[Saved entries]
───

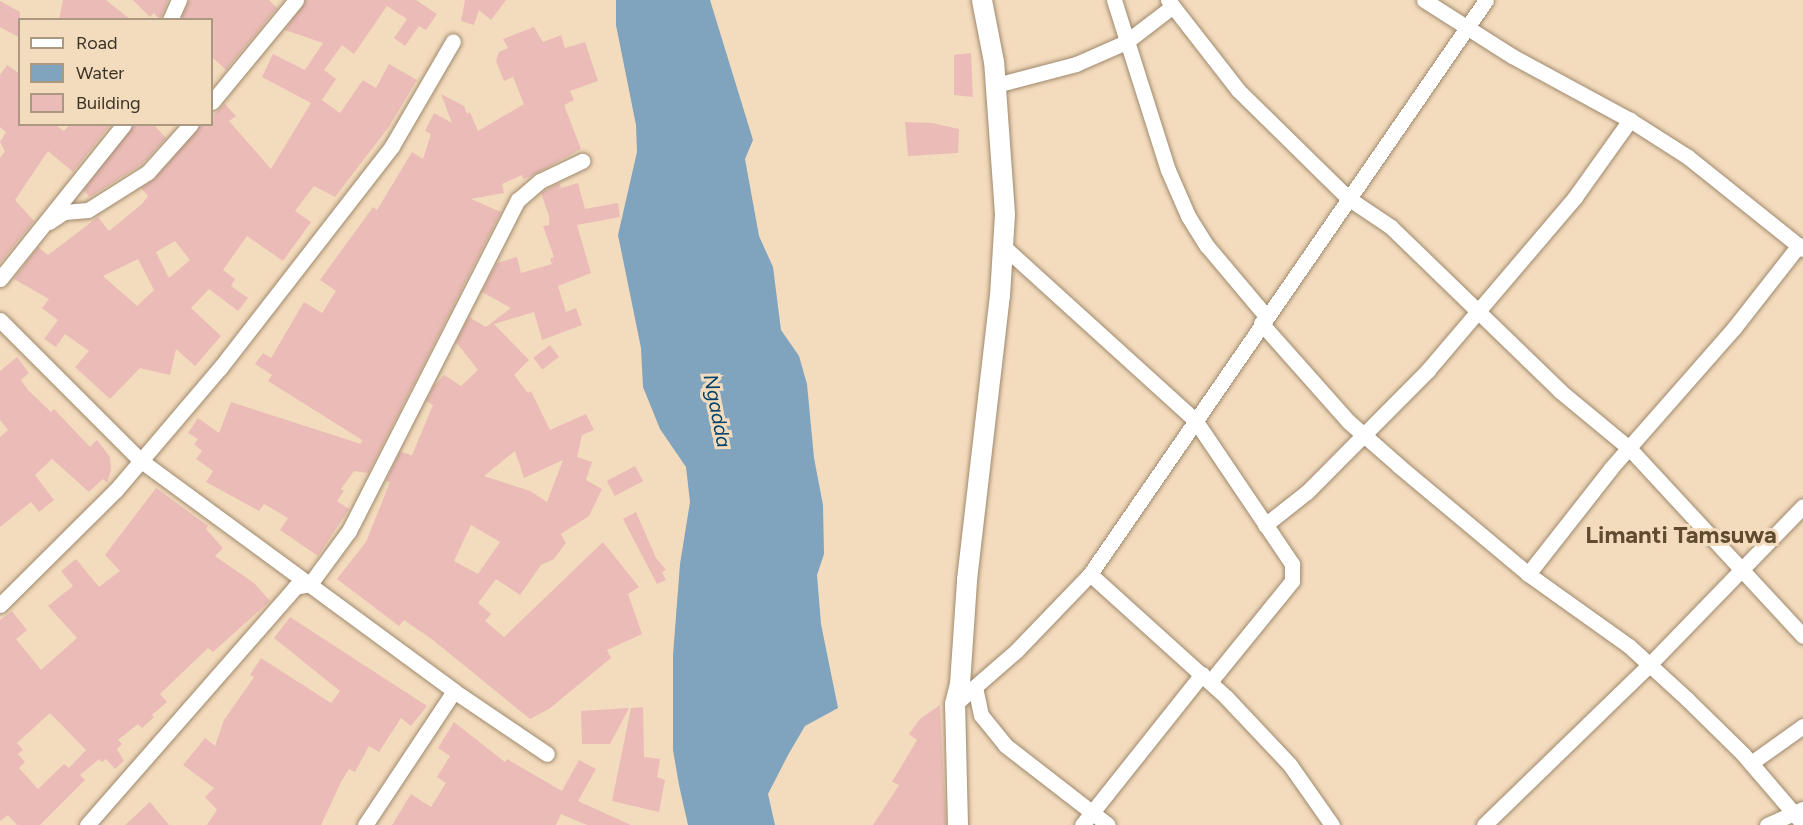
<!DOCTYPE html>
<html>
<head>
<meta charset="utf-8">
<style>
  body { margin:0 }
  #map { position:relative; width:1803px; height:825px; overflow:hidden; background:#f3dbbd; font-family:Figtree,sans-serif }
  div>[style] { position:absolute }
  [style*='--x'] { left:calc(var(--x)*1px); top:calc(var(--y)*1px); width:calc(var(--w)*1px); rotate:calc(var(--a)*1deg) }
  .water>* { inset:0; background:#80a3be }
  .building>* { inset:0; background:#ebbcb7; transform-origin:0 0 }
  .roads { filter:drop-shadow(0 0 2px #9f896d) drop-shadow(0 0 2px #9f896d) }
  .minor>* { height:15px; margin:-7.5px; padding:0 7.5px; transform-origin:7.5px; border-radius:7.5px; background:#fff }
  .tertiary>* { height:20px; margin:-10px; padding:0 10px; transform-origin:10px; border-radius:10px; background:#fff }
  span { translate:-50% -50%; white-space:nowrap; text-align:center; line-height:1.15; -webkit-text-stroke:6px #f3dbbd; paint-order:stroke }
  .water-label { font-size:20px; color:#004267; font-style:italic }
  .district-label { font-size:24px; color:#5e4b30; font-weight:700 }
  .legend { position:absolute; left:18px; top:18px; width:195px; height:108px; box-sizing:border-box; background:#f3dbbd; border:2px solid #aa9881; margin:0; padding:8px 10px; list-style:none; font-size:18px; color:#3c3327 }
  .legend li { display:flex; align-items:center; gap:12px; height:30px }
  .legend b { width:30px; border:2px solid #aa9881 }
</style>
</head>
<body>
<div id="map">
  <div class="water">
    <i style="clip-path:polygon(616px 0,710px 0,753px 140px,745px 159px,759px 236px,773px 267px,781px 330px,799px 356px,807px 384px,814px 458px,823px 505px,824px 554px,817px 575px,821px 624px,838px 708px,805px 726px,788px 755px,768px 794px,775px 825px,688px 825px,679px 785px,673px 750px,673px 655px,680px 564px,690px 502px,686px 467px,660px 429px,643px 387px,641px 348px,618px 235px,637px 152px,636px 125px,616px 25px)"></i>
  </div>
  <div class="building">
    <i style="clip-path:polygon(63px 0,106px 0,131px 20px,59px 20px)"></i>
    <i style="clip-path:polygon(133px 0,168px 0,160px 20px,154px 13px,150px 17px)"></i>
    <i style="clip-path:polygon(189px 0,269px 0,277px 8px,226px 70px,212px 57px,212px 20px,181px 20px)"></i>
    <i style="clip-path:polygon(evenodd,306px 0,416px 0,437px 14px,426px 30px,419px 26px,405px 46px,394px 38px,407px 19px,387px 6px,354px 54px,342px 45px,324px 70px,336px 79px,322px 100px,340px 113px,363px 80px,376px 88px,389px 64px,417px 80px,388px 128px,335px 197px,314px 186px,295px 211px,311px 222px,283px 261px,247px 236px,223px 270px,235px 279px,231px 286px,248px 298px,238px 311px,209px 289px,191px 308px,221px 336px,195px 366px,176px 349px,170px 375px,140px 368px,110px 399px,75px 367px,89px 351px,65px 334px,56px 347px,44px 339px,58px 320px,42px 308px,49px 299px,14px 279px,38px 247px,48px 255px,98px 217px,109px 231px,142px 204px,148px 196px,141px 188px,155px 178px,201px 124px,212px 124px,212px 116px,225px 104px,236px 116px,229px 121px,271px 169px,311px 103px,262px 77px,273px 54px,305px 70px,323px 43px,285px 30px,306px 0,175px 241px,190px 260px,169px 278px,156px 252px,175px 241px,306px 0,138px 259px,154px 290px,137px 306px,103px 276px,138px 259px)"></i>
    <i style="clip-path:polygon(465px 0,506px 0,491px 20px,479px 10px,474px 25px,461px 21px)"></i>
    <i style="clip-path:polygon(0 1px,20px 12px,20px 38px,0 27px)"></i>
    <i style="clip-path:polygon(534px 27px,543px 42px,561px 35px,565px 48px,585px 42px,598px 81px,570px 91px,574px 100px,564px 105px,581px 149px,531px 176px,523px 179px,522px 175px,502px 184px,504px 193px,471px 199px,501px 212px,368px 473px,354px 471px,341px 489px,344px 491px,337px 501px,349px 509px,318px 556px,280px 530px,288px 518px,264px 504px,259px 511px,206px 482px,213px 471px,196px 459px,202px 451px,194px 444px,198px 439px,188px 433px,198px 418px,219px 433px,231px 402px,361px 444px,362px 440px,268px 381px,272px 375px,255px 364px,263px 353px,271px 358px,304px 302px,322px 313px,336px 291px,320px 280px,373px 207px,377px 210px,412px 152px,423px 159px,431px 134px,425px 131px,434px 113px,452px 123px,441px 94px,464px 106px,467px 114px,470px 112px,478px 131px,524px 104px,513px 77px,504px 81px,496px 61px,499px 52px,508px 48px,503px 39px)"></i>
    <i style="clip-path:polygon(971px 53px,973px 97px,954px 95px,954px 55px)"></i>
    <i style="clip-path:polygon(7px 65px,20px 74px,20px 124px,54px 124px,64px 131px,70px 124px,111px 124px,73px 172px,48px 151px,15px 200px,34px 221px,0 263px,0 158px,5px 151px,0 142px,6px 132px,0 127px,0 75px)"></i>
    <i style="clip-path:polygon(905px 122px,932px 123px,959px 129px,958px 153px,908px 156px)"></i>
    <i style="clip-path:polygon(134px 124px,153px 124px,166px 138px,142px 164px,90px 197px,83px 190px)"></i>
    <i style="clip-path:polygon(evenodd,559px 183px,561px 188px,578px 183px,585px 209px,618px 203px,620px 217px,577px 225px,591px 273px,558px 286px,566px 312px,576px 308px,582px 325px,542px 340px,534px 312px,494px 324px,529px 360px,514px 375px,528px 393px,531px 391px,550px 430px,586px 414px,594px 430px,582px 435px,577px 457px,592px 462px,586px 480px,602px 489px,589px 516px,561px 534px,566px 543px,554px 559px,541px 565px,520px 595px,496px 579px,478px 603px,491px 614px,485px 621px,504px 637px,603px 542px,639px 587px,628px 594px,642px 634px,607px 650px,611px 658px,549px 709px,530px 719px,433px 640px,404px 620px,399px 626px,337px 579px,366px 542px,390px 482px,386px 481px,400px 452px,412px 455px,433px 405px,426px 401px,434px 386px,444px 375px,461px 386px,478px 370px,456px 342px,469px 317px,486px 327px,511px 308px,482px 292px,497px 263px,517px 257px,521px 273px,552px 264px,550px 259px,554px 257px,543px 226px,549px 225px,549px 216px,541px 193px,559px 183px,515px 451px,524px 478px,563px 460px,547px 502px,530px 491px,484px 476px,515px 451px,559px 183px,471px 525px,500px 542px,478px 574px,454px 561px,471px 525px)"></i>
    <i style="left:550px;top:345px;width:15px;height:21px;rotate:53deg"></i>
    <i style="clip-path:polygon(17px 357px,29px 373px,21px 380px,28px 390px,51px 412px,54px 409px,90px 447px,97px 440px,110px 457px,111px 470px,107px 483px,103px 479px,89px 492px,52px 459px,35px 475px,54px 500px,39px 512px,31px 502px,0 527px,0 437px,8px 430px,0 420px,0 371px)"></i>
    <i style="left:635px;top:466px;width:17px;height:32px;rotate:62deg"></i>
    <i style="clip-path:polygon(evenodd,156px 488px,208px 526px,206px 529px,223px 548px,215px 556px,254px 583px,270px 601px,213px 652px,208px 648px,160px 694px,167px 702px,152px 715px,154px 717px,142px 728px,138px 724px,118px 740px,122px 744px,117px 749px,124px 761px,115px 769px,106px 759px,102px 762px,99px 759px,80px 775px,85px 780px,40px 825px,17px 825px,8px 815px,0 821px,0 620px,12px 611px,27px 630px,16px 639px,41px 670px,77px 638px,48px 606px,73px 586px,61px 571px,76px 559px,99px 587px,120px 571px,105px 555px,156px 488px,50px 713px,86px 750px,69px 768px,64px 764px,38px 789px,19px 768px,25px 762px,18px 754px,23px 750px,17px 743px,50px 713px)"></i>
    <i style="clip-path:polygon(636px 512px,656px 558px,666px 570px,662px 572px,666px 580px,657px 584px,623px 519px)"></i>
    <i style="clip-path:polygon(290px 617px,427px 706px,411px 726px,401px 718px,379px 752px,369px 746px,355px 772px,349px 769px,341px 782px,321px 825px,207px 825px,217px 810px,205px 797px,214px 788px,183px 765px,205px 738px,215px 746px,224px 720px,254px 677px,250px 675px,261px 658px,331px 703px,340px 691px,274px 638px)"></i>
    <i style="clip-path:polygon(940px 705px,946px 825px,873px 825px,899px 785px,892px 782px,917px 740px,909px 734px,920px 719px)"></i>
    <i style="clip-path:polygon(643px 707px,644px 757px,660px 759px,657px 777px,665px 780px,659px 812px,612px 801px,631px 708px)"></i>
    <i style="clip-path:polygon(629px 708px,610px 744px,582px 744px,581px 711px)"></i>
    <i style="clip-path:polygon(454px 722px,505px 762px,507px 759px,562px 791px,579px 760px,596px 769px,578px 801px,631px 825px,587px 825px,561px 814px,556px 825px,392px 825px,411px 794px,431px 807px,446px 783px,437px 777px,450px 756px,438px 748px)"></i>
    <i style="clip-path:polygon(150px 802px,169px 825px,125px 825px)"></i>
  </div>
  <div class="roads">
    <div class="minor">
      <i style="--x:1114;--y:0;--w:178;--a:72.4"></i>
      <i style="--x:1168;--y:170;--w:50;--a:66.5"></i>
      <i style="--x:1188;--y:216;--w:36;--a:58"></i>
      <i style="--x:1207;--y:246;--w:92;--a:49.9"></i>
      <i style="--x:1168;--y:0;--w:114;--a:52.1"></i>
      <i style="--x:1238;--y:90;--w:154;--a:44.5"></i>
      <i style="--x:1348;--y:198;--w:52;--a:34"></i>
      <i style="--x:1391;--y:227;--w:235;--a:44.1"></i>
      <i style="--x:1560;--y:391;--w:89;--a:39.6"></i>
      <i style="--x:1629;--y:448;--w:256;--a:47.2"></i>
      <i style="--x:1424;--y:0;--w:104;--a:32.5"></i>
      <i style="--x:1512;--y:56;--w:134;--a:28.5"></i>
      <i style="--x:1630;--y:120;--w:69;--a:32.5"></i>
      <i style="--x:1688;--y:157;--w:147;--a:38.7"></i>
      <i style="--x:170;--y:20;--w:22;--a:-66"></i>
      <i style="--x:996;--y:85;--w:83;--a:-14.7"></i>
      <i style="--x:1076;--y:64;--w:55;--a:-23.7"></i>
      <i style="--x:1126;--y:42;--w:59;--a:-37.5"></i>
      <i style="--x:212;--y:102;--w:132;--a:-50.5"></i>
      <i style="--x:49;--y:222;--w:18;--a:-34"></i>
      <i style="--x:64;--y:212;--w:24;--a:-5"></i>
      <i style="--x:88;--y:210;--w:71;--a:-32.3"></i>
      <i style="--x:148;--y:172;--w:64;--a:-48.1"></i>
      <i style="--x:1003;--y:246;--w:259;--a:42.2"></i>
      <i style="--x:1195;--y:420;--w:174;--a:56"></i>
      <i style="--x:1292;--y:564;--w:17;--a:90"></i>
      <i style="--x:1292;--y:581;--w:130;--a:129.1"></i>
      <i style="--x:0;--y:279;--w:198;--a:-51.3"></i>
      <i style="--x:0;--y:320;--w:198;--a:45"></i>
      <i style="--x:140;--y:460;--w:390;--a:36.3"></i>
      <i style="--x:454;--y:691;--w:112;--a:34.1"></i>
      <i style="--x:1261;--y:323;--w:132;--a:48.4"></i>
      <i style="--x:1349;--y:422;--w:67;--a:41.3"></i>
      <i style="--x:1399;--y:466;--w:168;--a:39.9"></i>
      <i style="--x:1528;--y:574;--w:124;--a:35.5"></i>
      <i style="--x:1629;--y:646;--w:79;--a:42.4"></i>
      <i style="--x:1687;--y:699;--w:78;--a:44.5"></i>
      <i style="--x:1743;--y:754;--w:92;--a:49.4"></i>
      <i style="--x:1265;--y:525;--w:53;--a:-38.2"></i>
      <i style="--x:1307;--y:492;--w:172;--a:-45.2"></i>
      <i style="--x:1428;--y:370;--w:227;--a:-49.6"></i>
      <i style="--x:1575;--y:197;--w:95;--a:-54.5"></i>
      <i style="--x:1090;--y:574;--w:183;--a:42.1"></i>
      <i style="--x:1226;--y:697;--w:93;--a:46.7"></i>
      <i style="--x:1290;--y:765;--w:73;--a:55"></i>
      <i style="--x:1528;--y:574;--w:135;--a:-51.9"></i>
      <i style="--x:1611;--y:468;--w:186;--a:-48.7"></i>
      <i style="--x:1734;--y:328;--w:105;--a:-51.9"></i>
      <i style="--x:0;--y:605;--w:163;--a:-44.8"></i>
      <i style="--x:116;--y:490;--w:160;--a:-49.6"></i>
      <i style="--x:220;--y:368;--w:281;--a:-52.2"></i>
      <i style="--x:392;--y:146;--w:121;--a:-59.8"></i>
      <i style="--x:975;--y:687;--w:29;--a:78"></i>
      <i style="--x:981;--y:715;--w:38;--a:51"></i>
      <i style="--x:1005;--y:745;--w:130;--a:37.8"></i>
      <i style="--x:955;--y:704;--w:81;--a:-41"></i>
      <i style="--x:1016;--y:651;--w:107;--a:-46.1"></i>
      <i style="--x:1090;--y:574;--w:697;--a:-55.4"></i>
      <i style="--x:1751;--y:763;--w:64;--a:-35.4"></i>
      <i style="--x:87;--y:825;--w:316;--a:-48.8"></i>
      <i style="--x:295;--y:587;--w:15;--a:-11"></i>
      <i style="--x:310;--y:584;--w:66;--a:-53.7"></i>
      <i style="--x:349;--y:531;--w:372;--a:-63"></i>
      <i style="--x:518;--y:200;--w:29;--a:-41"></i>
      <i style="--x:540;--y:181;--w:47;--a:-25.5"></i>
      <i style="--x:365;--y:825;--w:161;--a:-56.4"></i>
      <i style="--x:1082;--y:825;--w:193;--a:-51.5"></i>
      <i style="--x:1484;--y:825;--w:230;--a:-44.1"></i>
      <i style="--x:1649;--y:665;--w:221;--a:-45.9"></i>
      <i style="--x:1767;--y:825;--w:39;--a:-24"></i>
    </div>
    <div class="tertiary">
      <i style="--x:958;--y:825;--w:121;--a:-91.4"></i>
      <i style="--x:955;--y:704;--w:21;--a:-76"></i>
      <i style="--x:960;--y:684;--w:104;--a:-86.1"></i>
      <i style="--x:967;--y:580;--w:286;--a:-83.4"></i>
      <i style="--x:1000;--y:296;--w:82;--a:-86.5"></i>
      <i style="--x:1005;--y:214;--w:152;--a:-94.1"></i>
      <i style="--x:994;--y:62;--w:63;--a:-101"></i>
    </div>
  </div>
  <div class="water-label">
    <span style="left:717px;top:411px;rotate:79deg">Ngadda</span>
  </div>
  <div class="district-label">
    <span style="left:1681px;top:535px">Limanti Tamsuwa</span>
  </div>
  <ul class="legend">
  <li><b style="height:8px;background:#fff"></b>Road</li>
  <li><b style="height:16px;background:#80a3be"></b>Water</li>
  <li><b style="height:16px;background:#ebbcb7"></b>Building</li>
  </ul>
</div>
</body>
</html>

───

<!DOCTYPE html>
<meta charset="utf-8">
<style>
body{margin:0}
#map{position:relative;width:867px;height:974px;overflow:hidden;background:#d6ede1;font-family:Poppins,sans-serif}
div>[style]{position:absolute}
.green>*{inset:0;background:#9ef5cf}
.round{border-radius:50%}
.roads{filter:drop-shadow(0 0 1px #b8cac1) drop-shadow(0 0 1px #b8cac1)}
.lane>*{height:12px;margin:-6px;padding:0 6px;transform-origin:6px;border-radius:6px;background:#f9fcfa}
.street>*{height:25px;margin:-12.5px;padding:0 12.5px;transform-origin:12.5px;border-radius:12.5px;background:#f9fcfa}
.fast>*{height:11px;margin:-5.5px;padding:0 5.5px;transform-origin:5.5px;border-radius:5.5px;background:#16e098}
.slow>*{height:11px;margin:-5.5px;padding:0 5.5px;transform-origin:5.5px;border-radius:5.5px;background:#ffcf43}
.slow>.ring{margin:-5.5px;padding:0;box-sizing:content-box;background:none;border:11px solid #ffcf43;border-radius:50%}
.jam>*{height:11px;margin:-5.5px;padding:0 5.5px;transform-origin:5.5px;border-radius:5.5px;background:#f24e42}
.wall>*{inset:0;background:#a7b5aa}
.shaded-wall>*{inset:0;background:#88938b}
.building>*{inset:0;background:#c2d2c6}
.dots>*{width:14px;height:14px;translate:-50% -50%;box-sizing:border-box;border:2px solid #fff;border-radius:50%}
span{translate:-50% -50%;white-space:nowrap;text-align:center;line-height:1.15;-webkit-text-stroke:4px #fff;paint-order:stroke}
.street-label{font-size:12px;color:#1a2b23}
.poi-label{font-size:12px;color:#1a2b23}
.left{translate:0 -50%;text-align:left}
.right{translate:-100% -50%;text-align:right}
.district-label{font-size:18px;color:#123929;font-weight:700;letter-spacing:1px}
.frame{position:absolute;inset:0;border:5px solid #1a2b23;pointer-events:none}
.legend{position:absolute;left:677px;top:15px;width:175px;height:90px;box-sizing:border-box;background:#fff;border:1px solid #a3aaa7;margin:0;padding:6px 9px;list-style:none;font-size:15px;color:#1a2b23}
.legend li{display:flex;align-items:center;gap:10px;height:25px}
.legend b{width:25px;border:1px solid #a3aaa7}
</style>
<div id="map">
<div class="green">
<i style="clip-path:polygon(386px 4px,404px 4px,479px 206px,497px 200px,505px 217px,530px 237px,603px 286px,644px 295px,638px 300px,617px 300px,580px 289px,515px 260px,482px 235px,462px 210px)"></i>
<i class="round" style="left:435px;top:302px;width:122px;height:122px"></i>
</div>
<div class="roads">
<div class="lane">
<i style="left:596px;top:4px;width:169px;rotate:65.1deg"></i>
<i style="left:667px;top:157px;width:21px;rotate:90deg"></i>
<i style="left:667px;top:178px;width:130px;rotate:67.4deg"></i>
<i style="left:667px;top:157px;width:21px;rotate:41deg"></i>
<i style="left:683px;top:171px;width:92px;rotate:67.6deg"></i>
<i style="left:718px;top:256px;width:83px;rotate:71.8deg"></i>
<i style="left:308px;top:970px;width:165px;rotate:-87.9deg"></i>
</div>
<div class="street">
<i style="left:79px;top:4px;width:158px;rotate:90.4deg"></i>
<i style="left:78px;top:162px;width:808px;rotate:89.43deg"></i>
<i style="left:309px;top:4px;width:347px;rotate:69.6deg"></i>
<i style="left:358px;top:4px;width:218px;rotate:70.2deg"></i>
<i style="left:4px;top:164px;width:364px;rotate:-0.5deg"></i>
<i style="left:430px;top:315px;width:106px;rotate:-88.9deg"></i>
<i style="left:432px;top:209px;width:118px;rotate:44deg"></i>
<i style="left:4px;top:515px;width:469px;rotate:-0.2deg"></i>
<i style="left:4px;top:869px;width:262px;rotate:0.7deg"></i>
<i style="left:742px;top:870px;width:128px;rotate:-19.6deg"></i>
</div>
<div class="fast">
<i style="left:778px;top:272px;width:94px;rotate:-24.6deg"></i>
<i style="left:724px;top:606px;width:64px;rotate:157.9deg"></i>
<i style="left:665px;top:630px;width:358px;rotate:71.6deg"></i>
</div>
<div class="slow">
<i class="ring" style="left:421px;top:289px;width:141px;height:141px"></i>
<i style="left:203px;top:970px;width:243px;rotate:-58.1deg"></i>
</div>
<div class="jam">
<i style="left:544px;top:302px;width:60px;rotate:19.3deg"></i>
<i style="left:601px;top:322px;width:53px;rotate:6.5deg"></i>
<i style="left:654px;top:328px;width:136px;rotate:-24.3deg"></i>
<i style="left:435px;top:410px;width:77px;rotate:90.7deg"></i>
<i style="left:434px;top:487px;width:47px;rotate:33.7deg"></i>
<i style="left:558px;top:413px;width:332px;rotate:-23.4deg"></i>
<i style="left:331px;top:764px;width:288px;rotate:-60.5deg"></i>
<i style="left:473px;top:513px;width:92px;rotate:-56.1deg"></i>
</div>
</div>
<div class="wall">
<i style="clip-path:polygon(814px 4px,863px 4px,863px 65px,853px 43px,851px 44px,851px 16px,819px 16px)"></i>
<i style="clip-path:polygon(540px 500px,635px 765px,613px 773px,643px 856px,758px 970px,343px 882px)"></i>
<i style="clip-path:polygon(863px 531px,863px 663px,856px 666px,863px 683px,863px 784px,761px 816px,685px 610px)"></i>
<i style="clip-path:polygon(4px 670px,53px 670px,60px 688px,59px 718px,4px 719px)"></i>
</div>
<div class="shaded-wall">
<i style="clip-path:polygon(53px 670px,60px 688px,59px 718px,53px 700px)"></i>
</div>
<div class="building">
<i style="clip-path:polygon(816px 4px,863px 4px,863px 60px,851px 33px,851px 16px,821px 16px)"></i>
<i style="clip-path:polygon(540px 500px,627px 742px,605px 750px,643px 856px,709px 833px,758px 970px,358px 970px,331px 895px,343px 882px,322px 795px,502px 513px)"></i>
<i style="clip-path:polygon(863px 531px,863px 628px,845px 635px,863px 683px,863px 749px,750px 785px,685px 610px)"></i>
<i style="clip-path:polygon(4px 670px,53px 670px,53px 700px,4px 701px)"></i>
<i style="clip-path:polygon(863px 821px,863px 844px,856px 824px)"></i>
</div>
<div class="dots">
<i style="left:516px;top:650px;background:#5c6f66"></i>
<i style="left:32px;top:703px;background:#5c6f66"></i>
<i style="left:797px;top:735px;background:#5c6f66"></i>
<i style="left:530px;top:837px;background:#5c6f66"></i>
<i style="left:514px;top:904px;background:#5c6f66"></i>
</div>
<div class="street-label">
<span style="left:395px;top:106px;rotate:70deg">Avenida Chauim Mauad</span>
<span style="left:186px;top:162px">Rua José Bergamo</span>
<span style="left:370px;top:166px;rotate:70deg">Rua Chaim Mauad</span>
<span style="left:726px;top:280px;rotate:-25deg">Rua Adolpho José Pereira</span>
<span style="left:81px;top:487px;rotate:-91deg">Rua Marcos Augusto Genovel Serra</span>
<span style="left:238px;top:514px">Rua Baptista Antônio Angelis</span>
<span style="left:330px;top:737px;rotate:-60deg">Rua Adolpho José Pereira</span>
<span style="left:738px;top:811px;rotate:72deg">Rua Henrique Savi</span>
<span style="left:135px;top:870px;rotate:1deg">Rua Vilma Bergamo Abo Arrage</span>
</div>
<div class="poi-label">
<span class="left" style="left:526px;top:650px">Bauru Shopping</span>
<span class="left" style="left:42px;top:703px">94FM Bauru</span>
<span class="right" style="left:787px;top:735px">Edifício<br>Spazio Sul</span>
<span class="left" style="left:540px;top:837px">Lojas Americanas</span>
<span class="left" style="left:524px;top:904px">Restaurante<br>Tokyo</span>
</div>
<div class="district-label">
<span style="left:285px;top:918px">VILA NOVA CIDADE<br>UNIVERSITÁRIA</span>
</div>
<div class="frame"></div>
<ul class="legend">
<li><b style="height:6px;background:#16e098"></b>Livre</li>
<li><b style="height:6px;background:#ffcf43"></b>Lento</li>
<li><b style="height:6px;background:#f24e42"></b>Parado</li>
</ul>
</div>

───

# [What to do]
All lines above that contain "family" are required in the answer.

# [Completed exercise]
  #map { position:relative; width:1803px; height:825px; overflow:hidden; background:#f3dbbd; font-family:Figtree,sans-serif }
#map{position:relative;width:867px;height:974px;overflow:hidden;background:#d6ede1;font-family:Poppins,sans-serif}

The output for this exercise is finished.